▶ **WHAT YOU SHOULD DO**
Across the entries below, tally every line that holds the word "Piso". Give only the tally.

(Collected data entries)
+--
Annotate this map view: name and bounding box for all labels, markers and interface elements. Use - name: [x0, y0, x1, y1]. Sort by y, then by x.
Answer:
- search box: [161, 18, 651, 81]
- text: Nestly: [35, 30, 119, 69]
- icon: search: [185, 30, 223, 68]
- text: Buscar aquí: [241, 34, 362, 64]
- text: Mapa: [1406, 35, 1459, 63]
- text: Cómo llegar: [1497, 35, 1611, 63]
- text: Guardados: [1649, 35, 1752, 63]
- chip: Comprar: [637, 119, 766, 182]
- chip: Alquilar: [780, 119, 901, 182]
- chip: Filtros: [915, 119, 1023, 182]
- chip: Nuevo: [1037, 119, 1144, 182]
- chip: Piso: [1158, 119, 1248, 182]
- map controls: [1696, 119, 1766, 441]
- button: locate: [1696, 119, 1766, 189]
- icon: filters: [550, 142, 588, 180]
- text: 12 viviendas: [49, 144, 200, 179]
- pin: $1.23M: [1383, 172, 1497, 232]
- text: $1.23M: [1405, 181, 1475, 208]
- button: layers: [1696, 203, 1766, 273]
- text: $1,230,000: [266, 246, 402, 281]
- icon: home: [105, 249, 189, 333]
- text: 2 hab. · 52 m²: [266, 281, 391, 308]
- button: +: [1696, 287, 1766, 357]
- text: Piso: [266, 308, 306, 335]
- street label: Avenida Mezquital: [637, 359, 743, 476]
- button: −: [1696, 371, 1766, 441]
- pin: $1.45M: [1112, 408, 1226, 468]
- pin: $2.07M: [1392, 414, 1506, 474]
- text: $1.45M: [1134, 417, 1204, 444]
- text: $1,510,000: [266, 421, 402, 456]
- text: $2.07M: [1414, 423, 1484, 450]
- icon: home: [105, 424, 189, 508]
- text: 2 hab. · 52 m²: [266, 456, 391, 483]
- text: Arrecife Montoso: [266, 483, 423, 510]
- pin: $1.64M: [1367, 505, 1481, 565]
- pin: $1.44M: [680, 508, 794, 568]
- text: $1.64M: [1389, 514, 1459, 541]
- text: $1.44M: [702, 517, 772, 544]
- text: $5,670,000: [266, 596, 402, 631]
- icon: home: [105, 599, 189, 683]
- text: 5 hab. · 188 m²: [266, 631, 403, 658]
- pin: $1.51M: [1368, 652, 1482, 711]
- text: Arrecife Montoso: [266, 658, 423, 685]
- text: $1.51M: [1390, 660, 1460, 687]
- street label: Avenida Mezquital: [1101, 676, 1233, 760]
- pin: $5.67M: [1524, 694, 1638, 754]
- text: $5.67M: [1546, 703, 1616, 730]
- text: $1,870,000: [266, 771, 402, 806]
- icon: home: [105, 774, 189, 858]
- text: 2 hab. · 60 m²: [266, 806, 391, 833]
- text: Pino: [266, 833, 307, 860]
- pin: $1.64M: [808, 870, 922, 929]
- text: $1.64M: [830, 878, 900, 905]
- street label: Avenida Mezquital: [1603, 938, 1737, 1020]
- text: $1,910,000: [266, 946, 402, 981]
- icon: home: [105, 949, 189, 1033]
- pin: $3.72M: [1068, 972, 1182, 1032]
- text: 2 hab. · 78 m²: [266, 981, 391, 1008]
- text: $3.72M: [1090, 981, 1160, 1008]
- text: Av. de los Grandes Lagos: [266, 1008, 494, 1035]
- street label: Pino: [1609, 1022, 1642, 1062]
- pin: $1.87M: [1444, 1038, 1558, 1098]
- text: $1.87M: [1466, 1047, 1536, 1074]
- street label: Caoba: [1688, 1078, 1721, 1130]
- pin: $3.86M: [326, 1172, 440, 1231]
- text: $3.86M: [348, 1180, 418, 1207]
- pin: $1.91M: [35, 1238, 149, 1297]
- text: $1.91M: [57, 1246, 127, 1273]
+--
▶ **SOLVED PROBLEM**
2